Diaz-Canel said authorities were investigating the cause of
the crash.
Cuba declared an official period of mourning from 6am on
May 19 to 12pm on May 20, during which the flag would be
flown at half-mast outside state and military institutions.
Former Cuban president Raul Castro, who now heads the
country's ruling Communist Party, offered his condolences to the
families of those who died in the crash as he recovered from a
hernia operation, State media reported
This was the first time Cuba reported on a health issue for
Castro, 86, who last month handed over the reins of power to his
right-hand man Diaz-Canel.
Castro "who is recovering satisfactorily from a recent
planned surgery to get rid of a hernia is staying up to date on
the situation and has given the relevant guidance," the
Communist Party newspaper Granma reported.
Blackened wreckage of Flight CU972 was strewn over the crash
site, 20km south of Havana.
"We heard an explosion and then saw a big cloud of smoke go
up," said Gilberto Menendez, who runs a restaurant near the
crash site in the agricultural area of Boyeros.
The flight's destination, Holguin, is the capital of a
province popular with tourists for its pristine beaches.

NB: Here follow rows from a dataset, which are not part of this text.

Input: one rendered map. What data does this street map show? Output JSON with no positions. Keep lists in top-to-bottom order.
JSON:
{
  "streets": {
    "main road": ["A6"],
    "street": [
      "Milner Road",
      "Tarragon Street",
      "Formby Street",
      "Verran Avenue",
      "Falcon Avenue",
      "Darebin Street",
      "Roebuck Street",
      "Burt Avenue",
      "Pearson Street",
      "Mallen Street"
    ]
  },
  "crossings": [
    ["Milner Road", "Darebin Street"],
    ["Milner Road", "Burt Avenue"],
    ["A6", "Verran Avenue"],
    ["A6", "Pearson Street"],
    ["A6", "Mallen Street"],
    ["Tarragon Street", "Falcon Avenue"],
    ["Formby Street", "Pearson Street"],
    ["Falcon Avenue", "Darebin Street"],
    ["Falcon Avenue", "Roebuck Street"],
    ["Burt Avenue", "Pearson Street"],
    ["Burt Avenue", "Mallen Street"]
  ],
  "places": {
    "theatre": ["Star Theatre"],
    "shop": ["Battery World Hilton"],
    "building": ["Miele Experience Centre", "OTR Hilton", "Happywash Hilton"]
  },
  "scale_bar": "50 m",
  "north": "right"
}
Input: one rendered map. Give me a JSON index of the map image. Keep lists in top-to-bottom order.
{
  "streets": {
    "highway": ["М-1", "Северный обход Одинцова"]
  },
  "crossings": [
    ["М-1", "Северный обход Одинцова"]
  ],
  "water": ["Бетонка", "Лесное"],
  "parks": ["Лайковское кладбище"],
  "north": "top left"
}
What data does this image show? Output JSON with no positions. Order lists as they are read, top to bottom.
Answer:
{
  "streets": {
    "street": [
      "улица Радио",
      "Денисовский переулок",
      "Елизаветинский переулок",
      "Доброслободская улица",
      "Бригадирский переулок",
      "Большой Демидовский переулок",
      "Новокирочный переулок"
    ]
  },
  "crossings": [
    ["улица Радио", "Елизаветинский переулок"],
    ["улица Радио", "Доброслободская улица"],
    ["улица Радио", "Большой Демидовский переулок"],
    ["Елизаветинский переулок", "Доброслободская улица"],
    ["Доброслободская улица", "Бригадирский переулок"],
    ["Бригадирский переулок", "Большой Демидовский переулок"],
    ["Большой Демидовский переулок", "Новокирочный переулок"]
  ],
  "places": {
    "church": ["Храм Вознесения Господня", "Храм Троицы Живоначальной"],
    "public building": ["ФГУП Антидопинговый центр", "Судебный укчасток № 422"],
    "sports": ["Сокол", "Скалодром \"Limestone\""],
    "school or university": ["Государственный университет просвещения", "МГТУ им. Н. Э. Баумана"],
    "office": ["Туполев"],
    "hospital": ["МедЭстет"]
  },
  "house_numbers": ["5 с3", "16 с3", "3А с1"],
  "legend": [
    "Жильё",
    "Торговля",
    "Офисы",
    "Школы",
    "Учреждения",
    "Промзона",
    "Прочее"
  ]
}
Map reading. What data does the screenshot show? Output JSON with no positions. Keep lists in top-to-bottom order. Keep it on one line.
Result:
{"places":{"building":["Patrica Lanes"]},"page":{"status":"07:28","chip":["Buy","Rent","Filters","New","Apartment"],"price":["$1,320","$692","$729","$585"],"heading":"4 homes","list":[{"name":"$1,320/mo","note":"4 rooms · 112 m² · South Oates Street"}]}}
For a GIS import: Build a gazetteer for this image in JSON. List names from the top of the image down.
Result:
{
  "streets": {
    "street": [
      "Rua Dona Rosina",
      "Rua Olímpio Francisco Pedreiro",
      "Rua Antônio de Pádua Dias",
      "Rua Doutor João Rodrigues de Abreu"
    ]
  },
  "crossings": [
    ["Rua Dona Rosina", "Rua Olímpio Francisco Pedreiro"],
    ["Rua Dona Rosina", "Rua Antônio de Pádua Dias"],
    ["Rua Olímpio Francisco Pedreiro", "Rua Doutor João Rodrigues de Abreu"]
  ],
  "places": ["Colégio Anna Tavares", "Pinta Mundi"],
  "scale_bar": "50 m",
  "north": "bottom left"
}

Carlos Alberto Martinez, director of Havana's Calixto Garcia
hospital, told Reuters that four victims of the crash had been
were brought there and one died. Three others, all women, were
in a serious condition, he said.
"She is alive but very burnt and swollen," said one of the
women's relatives at the hospital.
The Mexican transport department said on its website,
"During take-off (the plane) apparently suffered a problem and
dived to the ground."
The Boeing 737-201 aircraft was built in 1979 and leased by
Cuban airline Cubana from a small Mexican company called Damojh,
according to the Mexican government.
Damojh in Mexico said it did not immediately have any more
information. Cubana declined to comment.
Mexico said it would send a team of investigators from its
Directorate General of Civil Aeronautics on Saturday. Most
aircraft accidents take months to investigate.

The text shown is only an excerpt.